In the year 1759 Haydn was appointed in Vienna to be music director to Count Morzin with a salary of two hundred gulden, free room, and board at the staff table. Here he enjoyed at last the good fortune of a care-free existence; it suited him thoroughly. The winter was spent in Vienna and the summer in Bohemia, in the vicinity of Pilsen.

This migratory pattern was characteristic of aristocracy in Haydn's day: summers on their hereditary estates in the provinces, winters in the fashionable capital. The location of the Count's estate has been more precisely specified by Robbins Landon as the village Unter-Lukawitz (in German, in Dolní Lukavice), usually referred to as Lukavec, now in the Czech Republic. Robbins Landon, writing in 1988, adds "the castle, which still stands, is now used as a mental hospital." Jones (2009) says of the castle that it "still survives, though now empty and in a state of decay."

Haydn wrote, approximately, his first fifteen symphonies for Count Morzin. Evidence from copied parts made for Baron Karl Joseph Weber von Fürnberg (an earlier Haydn employer) leads Robbins Landon to conjecture that the Count's orchestra consisted of "at least six, possibly eight violins ... while in the basso section there were at least one cello, one bassoon and one double bass (violone). There was also a wind-band sextet (oboes, bassoons, and horns).". Thus, the orchestra was much smaller than orchestras for which Haydn wrote later on in his career (which ranged in size up to about 60), let alone a modern symphonic ensemble.

While in Vienna, the Morzin ensemble was evidently part of a lively musical scene, sponsored by the aristocracy. Haydn's contemporary biographer Giuseppe Carpani (whose testimony is not always trusted by musicologists) wrote the following concerning Count Harrach, who was the patron of Haydn's own birth village of Rohrau:

Count Harrach ... was the first to bring the music of Sammartini to Vienna, where it quickly won applause and became the vogue in that great capital so enamored of this kind of diversion. Count Pálffy, ... Count Schönborn and Count Morzin vied with one another in procuring novelties for display in their almost daily concerts.

It was while Haydn was working for Count Morzin that he was married (17 November 1760) Anna Maria Keller, despite the fact that his contract forbade him to marry. The marriage, which lasted until Mrs. Haydn's death in 1800, was an unhappy one.

The end of Haydn's appointment with Morzin is narrated by another early biographer, Albert Christoph Dies (1810):

A year passed without Count Morzin's knowing of the marriage of his Kapellmeister, but something else came up to alter Haydn's situation. The Count found himself obliged to reduce his heretofore great expenditures. He dismissed his musicians and so Haydn lost his post as Kapellmeister.

Meanwhile Haydn had the great recommendation of a public reputation; his amiable character was known; Count Morzin was moved to be useful on his behalf--three circumstances that combined so fortunately that Haydn soon after he ceased to be Kapellmeister to Count Morzin (1760) was taken on as Vicekapellmeister ... in the service of Prince Anton Esterházy ... at Eisenstadt, with a salary of 400 florins.

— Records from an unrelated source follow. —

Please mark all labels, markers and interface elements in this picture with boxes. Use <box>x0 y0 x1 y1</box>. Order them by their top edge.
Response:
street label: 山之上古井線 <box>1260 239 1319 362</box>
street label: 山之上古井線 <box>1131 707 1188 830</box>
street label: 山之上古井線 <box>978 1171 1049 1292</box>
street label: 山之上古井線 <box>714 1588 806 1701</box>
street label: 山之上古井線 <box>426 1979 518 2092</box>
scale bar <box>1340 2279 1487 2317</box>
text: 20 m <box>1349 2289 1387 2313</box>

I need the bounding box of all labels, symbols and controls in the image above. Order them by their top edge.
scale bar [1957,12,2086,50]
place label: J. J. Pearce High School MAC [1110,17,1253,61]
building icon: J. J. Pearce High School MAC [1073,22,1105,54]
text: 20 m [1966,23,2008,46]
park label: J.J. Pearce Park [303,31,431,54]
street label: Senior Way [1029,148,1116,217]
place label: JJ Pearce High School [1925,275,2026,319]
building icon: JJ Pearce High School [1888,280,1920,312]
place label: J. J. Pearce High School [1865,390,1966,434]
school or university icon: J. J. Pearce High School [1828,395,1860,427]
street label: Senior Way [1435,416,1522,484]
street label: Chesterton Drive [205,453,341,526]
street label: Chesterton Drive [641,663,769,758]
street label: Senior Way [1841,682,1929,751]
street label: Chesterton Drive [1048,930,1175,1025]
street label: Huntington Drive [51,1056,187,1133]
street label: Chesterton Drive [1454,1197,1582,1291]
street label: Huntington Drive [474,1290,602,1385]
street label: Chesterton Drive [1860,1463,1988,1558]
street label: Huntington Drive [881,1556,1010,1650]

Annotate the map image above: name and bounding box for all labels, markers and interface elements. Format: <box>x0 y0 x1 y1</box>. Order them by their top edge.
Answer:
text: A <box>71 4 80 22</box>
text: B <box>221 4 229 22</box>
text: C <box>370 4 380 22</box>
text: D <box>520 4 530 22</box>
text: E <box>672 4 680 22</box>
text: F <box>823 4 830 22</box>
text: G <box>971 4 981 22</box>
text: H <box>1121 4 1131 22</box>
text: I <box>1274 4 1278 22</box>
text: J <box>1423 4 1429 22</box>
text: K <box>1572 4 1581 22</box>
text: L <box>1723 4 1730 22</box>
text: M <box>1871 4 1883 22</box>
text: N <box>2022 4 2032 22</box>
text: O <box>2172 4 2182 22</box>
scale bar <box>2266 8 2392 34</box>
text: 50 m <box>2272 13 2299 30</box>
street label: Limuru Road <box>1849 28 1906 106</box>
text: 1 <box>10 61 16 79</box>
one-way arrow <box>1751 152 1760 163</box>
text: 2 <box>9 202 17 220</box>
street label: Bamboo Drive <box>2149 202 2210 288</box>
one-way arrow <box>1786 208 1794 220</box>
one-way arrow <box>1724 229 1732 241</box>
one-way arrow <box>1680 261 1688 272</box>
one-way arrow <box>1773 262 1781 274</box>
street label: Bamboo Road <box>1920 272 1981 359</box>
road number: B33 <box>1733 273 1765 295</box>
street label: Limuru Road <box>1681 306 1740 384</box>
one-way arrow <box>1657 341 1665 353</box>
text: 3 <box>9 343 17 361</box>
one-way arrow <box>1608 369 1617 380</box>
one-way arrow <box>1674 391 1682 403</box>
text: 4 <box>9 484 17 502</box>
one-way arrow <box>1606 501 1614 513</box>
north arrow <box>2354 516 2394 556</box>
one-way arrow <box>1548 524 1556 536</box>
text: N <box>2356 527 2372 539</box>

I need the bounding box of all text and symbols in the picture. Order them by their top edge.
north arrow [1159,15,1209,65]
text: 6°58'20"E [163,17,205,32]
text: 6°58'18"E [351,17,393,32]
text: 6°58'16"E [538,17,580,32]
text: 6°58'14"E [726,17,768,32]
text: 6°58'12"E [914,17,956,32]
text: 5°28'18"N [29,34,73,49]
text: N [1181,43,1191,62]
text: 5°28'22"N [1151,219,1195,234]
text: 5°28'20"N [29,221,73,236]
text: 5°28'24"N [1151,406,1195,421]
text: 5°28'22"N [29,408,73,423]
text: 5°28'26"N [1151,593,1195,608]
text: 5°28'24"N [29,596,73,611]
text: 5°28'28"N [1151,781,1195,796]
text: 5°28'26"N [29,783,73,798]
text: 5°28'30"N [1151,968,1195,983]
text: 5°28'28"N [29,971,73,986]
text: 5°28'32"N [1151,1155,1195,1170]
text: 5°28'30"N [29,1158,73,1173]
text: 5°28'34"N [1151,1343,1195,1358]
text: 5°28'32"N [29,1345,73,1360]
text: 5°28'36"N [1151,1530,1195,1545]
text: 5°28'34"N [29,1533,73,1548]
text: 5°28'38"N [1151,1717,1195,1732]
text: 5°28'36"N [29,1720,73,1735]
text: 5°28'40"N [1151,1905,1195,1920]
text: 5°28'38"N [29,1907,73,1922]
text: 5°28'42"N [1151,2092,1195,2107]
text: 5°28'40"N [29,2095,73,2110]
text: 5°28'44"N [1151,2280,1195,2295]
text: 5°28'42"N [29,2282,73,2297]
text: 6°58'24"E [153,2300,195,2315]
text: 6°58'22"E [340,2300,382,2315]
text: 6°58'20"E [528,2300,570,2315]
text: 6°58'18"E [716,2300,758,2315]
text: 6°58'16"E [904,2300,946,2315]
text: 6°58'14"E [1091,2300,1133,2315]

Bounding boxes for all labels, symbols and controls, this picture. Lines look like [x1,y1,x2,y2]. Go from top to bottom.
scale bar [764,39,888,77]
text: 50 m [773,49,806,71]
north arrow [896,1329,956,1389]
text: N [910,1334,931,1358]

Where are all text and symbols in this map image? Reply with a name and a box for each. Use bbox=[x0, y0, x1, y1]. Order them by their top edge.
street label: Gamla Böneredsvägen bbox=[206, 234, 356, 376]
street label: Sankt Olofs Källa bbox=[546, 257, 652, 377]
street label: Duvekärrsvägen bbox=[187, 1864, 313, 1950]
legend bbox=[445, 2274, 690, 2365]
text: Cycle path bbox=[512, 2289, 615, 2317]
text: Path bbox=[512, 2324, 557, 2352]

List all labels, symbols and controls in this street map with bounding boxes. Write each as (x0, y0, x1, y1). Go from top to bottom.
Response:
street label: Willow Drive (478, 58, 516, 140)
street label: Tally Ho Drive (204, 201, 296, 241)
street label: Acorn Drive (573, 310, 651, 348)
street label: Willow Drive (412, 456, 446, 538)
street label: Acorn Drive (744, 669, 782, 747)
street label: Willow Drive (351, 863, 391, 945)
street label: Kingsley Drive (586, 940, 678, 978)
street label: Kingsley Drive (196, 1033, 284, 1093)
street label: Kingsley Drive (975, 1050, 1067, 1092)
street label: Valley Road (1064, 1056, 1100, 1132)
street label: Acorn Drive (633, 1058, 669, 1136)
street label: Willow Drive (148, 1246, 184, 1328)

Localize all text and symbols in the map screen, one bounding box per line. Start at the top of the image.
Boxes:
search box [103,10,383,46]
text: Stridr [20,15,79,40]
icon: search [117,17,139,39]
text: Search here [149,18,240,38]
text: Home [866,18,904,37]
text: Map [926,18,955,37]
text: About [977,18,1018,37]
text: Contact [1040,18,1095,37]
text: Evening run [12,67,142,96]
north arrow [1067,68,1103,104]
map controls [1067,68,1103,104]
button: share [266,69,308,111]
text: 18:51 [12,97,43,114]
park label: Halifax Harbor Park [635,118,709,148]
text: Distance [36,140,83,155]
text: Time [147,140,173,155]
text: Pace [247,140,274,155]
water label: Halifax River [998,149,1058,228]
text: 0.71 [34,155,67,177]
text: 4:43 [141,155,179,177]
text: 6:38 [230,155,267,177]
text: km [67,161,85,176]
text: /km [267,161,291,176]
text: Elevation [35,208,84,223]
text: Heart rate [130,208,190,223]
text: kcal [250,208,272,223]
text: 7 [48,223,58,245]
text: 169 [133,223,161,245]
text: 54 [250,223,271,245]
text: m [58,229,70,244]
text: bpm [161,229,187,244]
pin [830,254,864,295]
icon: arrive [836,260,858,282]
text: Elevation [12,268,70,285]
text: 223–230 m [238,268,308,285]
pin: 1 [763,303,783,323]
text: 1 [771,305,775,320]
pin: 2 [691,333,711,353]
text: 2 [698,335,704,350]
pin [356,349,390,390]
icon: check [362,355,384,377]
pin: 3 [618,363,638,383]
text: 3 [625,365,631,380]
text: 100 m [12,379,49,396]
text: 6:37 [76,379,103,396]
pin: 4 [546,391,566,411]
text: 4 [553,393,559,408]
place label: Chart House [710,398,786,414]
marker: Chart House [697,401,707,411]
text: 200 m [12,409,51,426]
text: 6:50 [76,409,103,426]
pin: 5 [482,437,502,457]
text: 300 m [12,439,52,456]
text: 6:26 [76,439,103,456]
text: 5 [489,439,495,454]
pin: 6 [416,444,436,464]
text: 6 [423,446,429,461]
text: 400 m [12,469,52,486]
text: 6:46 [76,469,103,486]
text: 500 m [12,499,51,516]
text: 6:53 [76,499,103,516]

In fact, since Haydn was Kapellmeister at Eisenstadt in all but name, the incumbent Kapellmeister being infirm, the move to the Esterházy family was a big career advance for him, and he continued there in the same general line of work, as composer, conductor, and administrator, but working for a far wealthier family.

== The Haydn symphonies written for Count Morzin ==

Establishing just which of the Haydn symphonies were written for the Morzin orchestra is partly a matter of conjecture. Haydn scholar James Webster, following earlier research and his own efforts, produced the following list: 1, 2, 4, 5, 10, 11, 18, 27, 32, 37, A, which was used in determining the contents of the opening "Morzin" volume for Christopher Hogwood's recording of the Haydn symphonies. A second volume of roughly equal length consists of symphonies that may have been composed for Morzin, though they equally well could have been composed for the Esterházy family. An earlier conjecture for which symphonies were written for Count Morzin was made by H. C. Robbins Landon, specifically numbers 1, 37, 18, 19, 2, B, 16, 17, 15, 4, 10, 32, 5, 11, 33, 27, A, 3, and 20.